🤖 AI Summary
This work investigates efficient approximation algorithms for graph edit distance (GED), the quadratic assignment problem (QAP), and ε-approximate graph isomorphism (ε-GI) on graphs of bounded VC dimension. For graphs with VC dimension d, it presents the first additive εn²-approximation algorithm grounded in VC dimension theory, improving the running times for GED and weighted QAP to n^{O(d/ε²)} and n^{O(ε⁻²(d + log ε⁻¹))}, respectively. Moreover, it establishes the first theoretical connection between the Weisfeiler–Leman (WL) dimension and both the VC dimension and the tolerance parameter ε, proving that O(ε⁻¹d log ε⁻¹)-dimensional WL can decide ε-GI. These results substantially advance the state of the art in approximation complexity for these fundamental problems and extend the applicability of VC dimension theory to combinatorial optimization.
📝 Abstract
We present an additive $\varepsilon n^{2}$-approximation algorithm for the Graph Edit Distance problem (GED) on graphs of VC dimension $d$ running in time $n^{O(d/\varepsilon^{2})}$. In particular, this recovers a previous result by Arora, Frieze, and Kaplan [Math. Program. 2002] who gave an $\varepsilon n^{2}$-approximation running in time $n^{O(\log n/\varepsilon^{2})}$.
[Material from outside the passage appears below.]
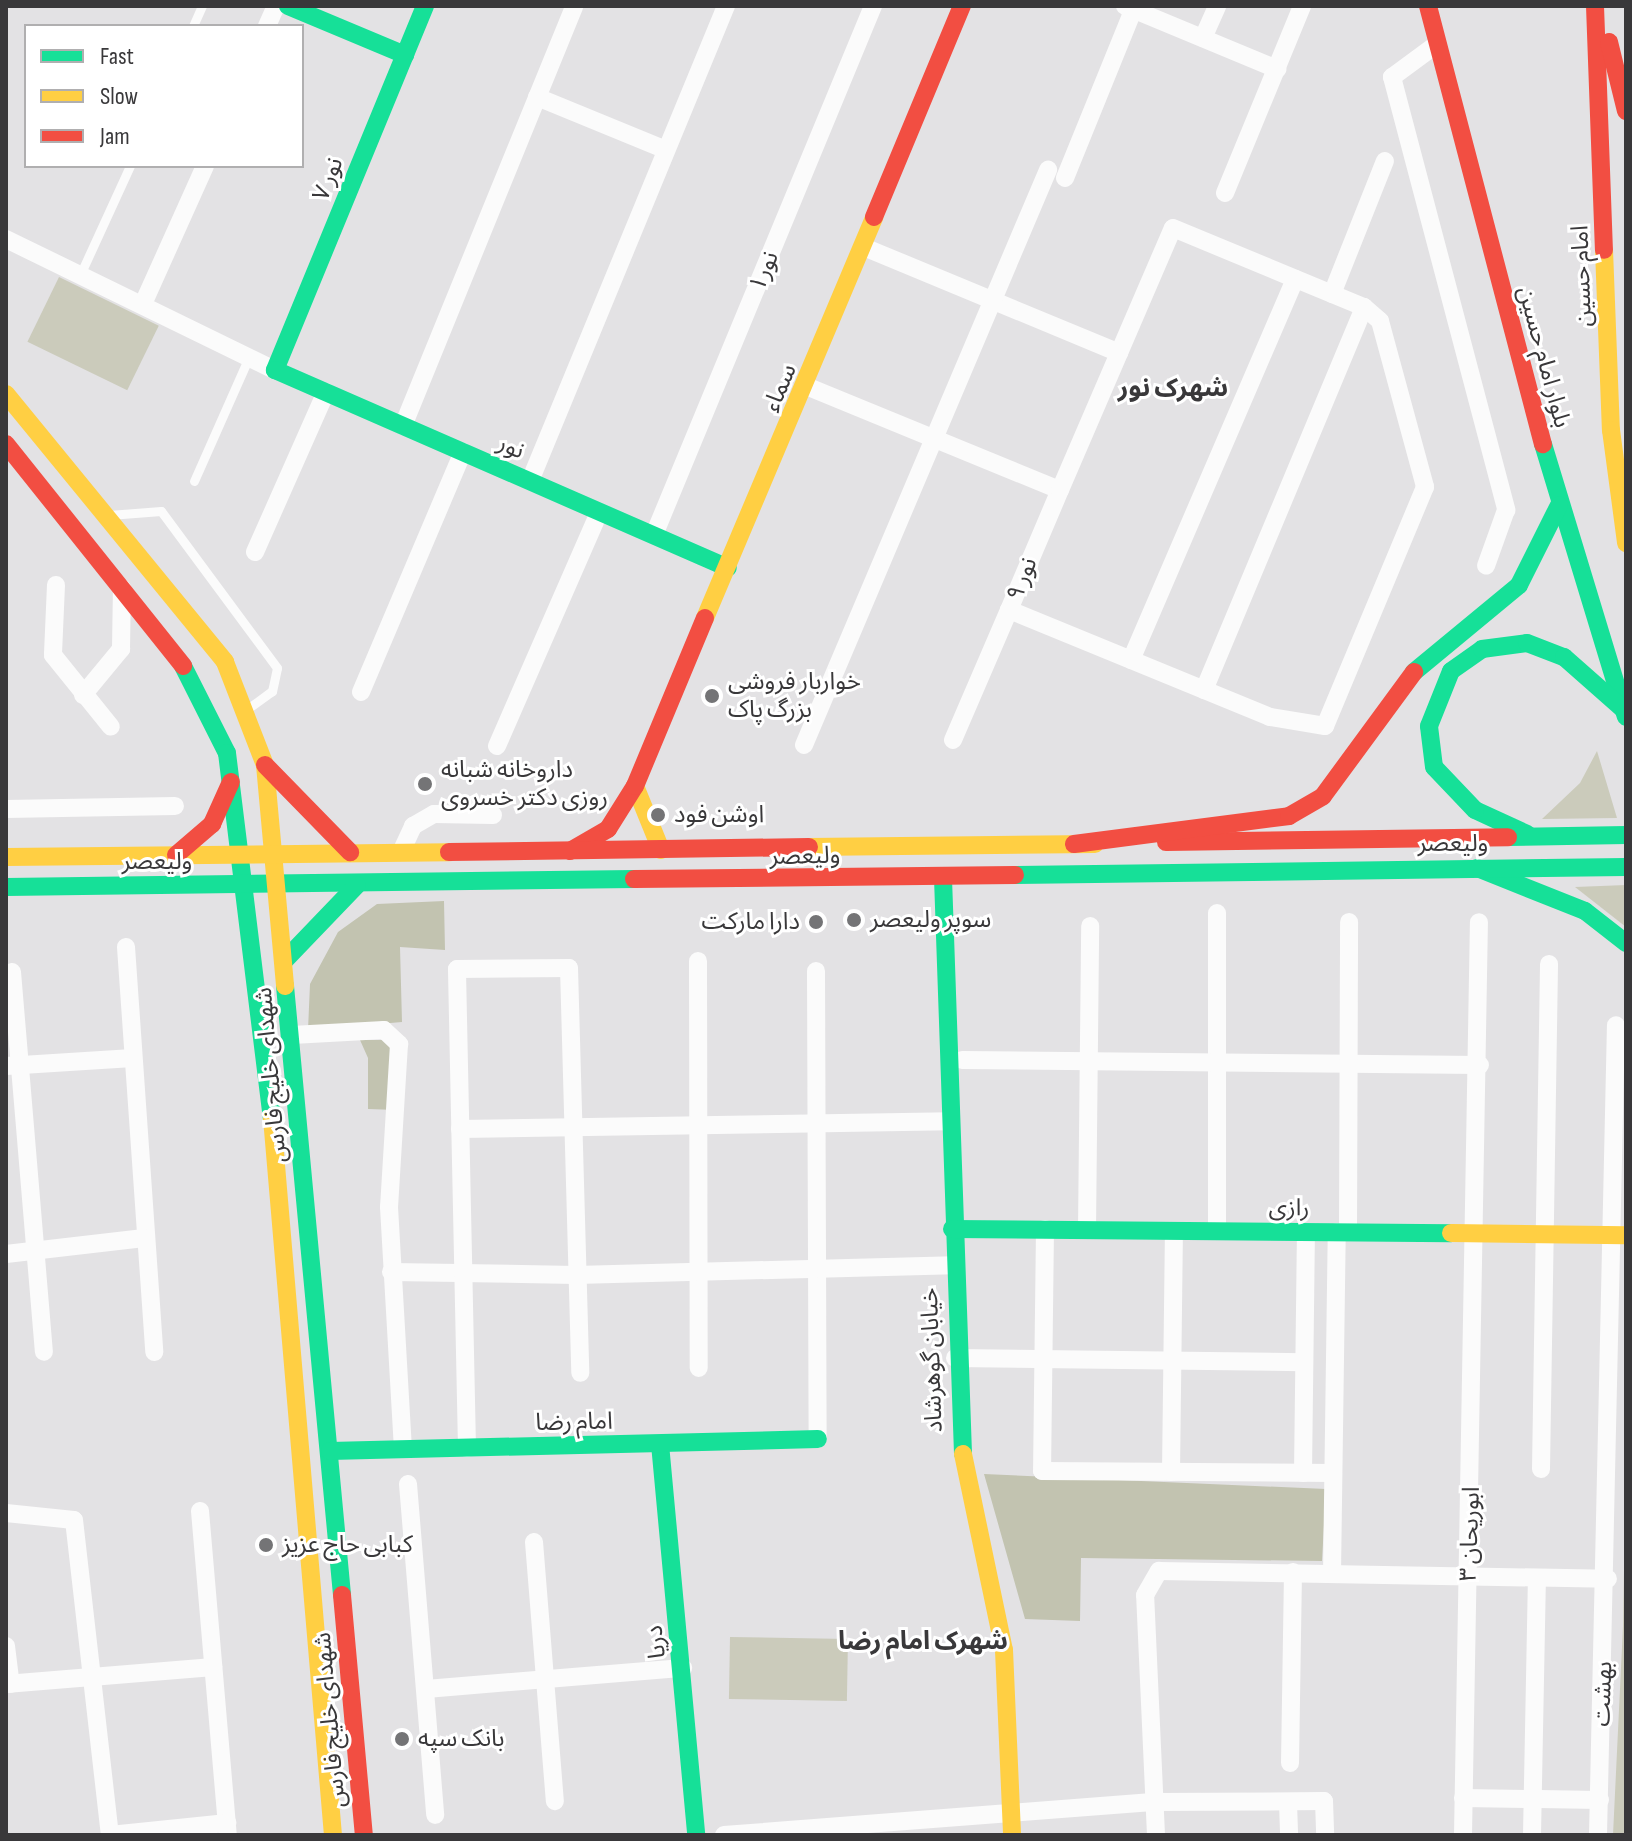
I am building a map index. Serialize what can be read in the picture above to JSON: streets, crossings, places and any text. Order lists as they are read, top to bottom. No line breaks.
{"streets":{"main road":["نور ۷","امام حسین","بلوار امام حسین","سماء","نور","ولیعصر","شهدای خلیج فارس","رازی","خیابان گوهرشاد","امام رضا","دریا"],"street":["نور۱","نور ۹","ابوریحان ۳","بهشت"]},"crossings":[["نور ۷","نور"],["نور۱","نور"],["سماء","نور"],["سماء","ولیعصر"],["ولیعصر","شهدای خلیج فارس"],["ولیعصر","خیابان گوهرشاد"],["شهدای خلیج فارس","امام رضا"],["رازی","خیابان گوهرشاد"],["رازی","ابوریحان ۳"],["رازی","بهشت"],["امام رضا","دریا"]],"districts":["شهرک نور","شهرک امام رضا"],"places":["خواربار فروشی بزرگ پاک","داروخانه شبانه روزی دکتر خسروی","اوشن فود","سوپر ولیعصر","دارا مارکت","کبابی حاج عزیز","بانک سپه"],"legend":["Fast","Slow","Jam"]}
Similar to the work of Arora et al., we extend our results to arbitrary Quadratic Assignment problems (QAPs) by introducing a notion of VC dimension for QAP instances, and giving an $\varepsilon n^{2}$-approximation for QAPs with bounded weights running in time $n^{O(\varepsilon^{-2}(d + \log\varepsilon^{-1}))}$.
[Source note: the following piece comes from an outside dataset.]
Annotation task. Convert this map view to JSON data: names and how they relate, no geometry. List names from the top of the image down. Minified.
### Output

As a particularly interesting special case, we further study the problem $\varepsilon$-$\mathsf{GI}$, which entails determining if two graphs $G,H$ over $n$ vertices are isomorphic, when promised that if they are not, their graph edit distance is at least $\varepsilon n^{2}$. We show that the standard Weisfeiler--Leman algorithm of dimension $O(\varepsilon^{-1}d\log(\varepsilon^{-1}))$ solves this problem on graphs of VC dimension $d$. We also show that dimension $O(\varepsilon^{-1}\log n)$ suffices on arbitrary $n$-vertex graphs, while $k$-WL fails on instances at distance $Ω(n^{2}/k)$.